“That is not what they brought. That’s not what their press conferences have been about. That’s not what their fundraising emails have been about,” Carr said of the lawsuit’s final scope. “It was about a watershed landmark voter suppression case. That’s what they took to the American people, not just Georgians, they made this a national campaign. We literally went from 20-some claims to three, and three that don’t go to the heart of affirmatively prohibiting Georgians from voting.”
Lawrence-Hardy pushed back on accusations the lawsuit did not have impact. In the pre-trial phase of the case, she said, the state reinstated 22,000 voters that it was planning to remove because they had not voted in recent elections, under the so-called “use it or lose it” rule. The state also agreed to start using a federal database called SAVE to verify the citizenship of new voters as opposed to a statewide database.
“I wish all of our claims had made it to trial, but this is modern litigation. It is their M.O. to try to dismiss all or parts of cases,” Lawrence-Hardy said of the state’s defense team.
But even as the scope of the claims narrowed, Fair Fight Action’s legal team grew.
In addition to Lawrence & Bundy, Fair Fight Action paid $8.6 million for legal services from Jenner & Block, headquartered in Chicago; and Miller & Chevalier Chartered and KaiserDillon, both based in Washington, D.C., for $2.4 million and $1.6 million, respectively, according to the 2019 and 2020 tax filings from Fair Fight Action.
Campaign Legal Center, an organization with more experience handling voting rights cases, was added to the legal team in late 2019. It is not known if CLC has been paid for its work because it is not among Fair Fight Action’s top five vendors, which are required to be disclosed. The same limited disclosure applies to the work of the firms Sandler Reiff Lamb Rosenstein & Birkenstock, Kastorf Law and DuBose Miller, which are listed on court documents but not on Fair Fight Action’s tax filings.
Fair Fight’s PAC, known officially as Fair Fight, Inc, has come under scrutiny in recent weeks. It recently launched an internal investigation after Fox News revealed that Abrams’ longtime aide and the director of the PAC, Andre Fields, paid out tens of thousands of dollars to his sister and a friend for consulting services when neither has a background in politics.
“On October 13, Fair Fight PAC became aware that PAC funds may have been incorrectly paid to consultants,” a statement from Fair Fight PAC said. “Our first priority is to organize collective efforts to educate voters, which we will not lose sight of throughout this internal investigation.”
Fair Fight Action’s new executive director Cianti Stewart-Reid declined to disclose the group’s donors. But POLITICO was able to identify donations from George Soros’ Open Society Foundations and the Sixteen Thirty Fund, both large and well-funded liberal organizations, based on interviews and a review of other 990 forms.
Open Society’s co-director for U.S. grants, Laleh Ispahani, said she was impressed with how “cutting-edge” Fair Fight Action was. “I was always informed about the work and I think most of their donors probably would say the same thing,” Ispahani said.

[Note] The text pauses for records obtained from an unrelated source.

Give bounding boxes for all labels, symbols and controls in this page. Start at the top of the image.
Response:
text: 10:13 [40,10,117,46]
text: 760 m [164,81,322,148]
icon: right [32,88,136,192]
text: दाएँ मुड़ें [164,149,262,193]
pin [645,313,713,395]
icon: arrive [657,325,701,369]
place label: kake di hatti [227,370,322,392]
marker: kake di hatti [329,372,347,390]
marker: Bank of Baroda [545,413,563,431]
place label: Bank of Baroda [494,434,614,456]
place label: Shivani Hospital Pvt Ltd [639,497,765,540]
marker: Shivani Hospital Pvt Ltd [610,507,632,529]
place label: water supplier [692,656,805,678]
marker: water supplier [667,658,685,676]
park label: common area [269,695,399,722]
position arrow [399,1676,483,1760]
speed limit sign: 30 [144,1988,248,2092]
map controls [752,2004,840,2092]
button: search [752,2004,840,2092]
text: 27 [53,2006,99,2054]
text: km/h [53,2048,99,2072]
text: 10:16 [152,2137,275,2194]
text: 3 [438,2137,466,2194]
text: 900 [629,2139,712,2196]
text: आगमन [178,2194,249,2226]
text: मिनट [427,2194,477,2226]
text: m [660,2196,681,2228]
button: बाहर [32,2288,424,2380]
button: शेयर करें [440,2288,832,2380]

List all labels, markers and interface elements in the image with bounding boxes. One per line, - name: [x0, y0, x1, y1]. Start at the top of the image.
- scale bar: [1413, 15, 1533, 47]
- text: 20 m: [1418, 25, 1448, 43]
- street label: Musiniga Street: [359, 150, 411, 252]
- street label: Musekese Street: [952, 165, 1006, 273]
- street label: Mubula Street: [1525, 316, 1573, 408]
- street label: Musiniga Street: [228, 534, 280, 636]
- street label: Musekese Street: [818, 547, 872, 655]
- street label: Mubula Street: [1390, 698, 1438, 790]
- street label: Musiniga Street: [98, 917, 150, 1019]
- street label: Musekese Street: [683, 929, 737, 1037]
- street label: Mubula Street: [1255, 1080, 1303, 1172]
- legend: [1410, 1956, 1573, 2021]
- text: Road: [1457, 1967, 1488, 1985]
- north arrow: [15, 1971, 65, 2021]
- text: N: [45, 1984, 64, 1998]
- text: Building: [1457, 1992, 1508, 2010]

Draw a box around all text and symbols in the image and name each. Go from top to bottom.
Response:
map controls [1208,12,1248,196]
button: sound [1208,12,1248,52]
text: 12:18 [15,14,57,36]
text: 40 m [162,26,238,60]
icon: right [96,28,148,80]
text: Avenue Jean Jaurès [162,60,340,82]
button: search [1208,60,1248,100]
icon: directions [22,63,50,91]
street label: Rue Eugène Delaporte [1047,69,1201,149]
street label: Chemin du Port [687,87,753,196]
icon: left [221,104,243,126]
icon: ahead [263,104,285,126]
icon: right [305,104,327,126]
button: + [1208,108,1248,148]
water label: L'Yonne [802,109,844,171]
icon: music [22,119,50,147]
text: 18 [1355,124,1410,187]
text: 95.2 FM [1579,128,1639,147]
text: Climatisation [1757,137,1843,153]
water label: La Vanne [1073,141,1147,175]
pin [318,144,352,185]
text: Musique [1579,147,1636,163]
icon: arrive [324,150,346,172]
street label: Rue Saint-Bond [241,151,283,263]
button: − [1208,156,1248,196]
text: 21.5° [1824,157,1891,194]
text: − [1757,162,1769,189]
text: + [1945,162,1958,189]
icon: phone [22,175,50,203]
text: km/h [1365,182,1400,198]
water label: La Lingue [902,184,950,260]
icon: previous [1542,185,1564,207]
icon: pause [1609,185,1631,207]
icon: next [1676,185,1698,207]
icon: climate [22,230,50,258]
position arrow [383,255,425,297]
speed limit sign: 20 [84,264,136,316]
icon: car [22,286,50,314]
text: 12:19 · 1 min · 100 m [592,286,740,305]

But when asked about the money spent on outside legal fees and its 2018 case, Ispahani said, “I was not aware of that. I will tell you I didn’t know about what they spent on it, or even how they fund that, quite honestly. So I just I don’t have a lot to tell you.”
The Sixteen Thirty Fund declined to comment on its grant to Fair Fight Action.
Going to trial
The case, delayed by Covid, finally came to trial in the spring. Over the course of 21 days of testimony between April and June of this year, Fair Fight Action called 50 witnesses, including 25 voters of which seven could not cast a ballot in the 2016 and 2018 elections.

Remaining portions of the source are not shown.